For the study, eight people, ranging in age from 21-25, were asked to maneuver a joy stick both while sober and when experiencing a blood alcohol level of 0.07 percent (just below the legal definition of intoxicated). Brain activity during this task was captured using functional magnetic resonance imaging, known as fMRI. The study was published online in the journal NeuroImage on March 6, 2006.
The study found that alcohol selectively suppresses cognitive activity in the frontal and posterior parietal brain regions; these are regions most commonly associated with the brain's ability to monitor and process visuomotor feedback. Van Horn explains that this study is one of the first ever to directly illustrate this suppression effect in the brain in humans using neuroimaging.
"We know that alcohol has a global effect on the brain. This study was unique in that it isolated the specific network that underlies the processing and translation of visual and motor commands. The poor coordination one feels after a couple of drinks is due to the poor feedback processing in brain areas critical for updating the mental models for motor action. While this idea is not entirely new, our demonstration, using functional neuroimaging is a first and likely the start of a more extensive neuroimaging research paradigm into the effects of alcohol on the brain," says Van Horn.

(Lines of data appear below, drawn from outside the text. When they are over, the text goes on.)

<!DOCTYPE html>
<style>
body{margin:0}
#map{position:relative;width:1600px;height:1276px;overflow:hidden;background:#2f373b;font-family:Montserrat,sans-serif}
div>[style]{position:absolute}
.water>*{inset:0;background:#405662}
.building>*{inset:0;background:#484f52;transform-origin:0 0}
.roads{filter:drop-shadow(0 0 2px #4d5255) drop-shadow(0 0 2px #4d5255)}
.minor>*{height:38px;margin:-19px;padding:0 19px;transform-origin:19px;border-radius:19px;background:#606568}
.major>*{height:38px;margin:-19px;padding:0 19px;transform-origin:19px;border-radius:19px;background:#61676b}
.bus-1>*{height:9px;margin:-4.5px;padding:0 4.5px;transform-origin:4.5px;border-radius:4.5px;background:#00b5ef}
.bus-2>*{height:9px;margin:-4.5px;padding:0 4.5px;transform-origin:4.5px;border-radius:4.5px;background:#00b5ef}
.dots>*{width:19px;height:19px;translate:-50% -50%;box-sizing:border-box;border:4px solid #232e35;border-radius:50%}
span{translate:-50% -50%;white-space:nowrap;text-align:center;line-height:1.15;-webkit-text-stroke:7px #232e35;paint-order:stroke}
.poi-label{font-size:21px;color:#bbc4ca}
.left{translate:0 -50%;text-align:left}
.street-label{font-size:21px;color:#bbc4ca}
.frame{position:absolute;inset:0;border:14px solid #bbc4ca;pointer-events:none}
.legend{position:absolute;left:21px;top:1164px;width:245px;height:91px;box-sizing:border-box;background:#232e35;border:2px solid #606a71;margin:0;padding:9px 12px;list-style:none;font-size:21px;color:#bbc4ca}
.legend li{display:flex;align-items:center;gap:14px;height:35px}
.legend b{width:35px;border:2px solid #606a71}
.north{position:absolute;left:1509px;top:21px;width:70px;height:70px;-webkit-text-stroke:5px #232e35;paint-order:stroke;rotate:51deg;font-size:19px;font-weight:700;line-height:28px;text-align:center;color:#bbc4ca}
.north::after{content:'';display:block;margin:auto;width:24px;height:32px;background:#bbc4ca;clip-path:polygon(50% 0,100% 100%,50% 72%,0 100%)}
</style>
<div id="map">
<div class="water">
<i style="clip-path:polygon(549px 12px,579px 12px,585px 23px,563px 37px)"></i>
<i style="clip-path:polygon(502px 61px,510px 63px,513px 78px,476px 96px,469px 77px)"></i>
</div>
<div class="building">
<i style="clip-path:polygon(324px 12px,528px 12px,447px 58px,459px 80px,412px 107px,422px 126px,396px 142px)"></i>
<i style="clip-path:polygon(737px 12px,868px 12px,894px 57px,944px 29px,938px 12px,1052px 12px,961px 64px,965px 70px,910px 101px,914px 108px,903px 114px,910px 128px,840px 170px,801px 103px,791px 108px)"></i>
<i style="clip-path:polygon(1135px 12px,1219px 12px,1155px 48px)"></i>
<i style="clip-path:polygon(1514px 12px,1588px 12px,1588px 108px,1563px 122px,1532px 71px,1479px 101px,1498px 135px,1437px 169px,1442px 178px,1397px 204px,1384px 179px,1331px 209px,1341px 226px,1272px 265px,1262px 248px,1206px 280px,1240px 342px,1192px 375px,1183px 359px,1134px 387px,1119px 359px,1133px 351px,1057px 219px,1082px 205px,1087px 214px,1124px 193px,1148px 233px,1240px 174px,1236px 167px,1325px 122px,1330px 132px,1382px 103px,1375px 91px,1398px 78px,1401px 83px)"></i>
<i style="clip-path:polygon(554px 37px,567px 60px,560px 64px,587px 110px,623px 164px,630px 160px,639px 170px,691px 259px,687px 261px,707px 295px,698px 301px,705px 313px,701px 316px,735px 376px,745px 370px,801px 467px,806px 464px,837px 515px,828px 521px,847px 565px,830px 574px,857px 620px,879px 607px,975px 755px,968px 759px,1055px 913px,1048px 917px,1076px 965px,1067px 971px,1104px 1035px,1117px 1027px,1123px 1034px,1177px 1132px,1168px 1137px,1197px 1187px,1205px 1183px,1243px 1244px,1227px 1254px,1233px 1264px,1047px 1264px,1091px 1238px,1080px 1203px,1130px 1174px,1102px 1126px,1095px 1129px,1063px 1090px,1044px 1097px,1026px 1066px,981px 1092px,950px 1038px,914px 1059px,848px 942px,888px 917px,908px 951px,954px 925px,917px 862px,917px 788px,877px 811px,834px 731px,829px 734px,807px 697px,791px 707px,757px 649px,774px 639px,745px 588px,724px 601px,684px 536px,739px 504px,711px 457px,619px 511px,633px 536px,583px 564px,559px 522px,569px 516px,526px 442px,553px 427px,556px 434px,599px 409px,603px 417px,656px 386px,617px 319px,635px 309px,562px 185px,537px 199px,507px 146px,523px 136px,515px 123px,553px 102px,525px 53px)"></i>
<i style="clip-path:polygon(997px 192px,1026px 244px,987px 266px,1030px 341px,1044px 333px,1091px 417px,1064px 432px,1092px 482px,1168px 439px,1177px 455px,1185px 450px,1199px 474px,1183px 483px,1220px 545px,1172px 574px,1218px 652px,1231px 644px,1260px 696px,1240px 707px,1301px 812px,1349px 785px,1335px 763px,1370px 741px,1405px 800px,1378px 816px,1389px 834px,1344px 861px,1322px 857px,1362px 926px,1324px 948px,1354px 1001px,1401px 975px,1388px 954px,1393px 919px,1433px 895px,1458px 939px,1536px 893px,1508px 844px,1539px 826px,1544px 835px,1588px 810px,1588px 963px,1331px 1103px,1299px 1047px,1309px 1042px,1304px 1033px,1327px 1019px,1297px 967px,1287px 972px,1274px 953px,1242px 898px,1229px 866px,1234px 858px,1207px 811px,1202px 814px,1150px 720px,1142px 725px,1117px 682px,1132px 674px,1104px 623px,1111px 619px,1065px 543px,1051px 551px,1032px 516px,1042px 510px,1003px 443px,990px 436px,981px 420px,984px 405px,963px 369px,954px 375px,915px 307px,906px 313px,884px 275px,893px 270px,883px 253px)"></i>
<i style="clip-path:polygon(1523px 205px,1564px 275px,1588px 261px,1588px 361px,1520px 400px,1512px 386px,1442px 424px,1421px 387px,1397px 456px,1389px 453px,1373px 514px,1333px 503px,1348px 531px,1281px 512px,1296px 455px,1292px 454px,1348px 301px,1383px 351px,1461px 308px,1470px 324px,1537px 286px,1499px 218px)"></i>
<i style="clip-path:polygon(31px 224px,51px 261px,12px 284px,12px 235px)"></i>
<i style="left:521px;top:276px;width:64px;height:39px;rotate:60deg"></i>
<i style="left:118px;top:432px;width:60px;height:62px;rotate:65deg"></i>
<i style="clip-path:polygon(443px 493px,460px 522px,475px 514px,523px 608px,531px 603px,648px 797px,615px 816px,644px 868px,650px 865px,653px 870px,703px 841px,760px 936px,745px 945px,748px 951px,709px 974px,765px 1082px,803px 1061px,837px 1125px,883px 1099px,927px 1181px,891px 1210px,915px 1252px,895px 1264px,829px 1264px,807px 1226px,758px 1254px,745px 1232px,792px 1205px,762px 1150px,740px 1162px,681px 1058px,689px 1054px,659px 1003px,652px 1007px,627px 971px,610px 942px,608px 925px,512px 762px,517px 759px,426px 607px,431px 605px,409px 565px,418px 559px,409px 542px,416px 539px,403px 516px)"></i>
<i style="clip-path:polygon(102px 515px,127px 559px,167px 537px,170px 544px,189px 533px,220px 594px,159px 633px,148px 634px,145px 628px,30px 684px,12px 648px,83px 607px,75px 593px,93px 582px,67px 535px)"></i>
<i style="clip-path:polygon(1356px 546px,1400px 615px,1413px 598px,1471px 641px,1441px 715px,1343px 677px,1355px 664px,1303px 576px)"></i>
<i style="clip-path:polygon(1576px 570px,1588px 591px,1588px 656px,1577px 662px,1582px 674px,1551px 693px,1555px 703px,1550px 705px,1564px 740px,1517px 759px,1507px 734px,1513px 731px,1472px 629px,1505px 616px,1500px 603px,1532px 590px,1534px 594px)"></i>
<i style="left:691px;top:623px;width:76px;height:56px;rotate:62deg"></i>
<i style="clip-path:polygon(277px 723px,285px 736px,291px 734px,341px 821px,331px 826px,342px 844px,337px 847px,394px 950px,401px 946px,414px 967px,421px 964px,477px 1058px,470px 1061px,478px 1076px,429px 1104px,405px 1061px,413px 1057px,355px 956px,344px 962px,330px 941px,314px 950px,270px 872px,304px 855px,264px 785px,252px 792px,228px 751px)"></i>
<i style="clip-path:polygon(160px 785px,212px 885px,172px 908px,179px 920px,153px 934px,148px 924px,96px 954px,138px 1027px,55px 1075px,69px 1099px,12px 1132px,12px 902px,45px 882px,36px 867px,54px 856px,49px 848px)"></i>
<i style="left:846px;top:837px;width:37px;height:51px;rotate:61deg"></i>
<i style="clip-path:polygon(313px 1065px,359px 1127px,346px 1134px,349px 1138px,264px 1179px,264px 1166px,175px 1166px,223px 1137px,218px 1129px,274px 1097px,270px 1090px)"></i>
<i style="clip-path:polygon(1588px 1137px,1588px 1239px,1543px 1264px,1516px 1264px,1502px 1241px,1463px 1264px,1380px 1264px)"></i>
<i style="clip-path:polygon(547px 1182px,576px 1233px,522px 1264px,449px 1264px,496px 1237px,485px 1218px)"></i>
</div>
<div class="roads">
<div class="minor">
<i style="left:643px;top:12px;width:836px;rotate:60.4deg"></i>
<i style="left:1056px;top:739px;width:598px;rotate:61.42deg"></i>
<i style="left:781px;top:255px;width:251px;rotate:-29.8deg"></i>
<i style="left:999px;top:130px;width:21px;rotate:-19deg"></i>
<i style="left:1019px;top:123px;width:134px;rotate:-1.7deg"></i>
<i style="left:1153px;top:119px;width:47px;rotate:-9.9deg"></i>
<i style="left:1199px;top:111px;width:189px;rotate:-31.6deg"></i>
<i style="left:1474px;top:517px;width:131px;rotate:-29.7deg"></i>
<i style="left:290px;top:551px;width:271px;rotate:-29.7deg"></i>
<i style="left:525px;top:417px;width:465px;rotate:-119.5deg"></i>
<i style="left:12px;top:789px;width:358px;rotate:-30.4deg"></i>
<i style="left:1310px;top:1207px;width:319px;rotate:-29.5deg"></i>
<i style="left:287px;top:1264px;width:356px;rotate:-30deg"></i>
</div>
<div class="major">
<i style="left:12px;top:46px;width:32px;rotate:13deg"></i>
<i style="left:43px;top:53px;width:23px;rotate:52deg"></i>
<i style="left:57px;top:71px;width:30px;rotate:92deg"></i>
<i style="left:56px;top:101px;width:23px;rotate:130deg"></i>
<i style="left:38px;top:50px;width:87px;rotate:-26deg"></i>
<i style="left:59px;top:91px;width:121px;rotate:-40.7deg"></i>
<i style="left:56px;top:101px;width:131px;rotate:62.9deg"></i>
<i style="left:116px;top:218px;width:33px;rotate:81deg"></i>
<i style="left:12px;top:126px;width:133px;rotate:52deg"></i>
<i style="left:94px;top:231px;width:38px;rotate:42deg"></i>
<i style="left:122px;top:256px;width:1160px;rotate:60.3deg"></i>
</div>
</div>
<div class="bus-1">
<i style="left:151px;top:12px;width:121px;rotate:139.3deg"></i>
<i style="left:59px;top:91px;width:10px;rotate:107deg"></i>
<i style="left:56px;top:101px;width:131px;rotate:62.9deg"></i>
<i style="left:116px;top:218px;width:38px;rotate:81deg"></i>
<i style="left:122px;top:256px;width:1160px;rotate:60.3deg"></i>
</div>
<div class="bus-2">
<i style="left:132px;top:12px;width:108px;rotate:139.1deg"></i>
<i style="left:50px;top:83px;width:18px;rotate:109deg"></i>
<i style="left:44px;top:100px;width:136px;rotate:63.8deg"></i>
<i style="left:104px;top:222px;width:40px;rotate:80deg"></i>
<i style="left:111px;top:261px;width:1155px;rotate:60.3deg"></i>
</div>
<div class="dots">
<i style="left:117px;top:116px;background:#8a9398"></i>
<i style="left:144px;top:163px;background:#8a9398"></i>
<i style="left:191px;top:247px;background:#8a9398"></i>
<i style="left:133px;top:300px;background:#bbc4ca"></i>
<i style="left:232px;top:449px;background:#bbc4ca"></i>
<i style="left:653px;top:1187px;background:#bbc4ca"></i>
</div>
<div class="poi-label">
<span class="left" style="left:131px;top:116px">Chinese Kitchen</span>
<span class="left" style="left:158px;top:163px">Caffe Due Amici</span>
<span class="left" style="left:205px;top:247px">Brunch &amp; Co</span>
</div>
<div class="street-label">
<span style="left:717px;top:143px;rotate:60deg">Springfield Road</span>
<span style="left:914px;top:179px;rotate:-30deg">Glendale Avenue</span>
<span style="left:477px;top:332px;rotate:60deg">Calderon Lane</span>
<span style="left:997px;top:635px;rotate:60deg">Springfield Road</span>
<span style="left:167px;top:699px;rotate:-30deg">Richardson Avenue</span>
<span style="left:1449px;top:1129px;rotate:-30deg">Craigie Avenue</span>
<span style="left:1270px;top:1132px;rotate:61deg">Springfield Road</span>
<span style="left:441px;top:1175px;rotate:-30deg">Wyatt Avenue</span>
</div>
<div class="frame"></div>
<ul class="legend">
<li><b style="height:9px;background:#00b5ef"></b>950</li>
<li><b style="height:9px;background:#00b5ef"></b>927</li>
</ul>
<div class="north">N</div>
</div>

Van Horn's coauthors on the study are Melana Yanos, a member of the Dartmouth class of 2004, Paul Schmidt, a 2003 Dartmouth graduate, and Scott Grafton, the John Sloan Dickey Third Century Professorship in the Social Sciences and a professor of psychological and brain sciences.
The study was funded by the National Science Foundation, the National Institute of Neurological Disorders and Stroke, and a Dartmouth College sponsored Richter Grant, Marie A. Center 1982 Memorial Fund Award, and Susan L. Burkhardt 1982 Award.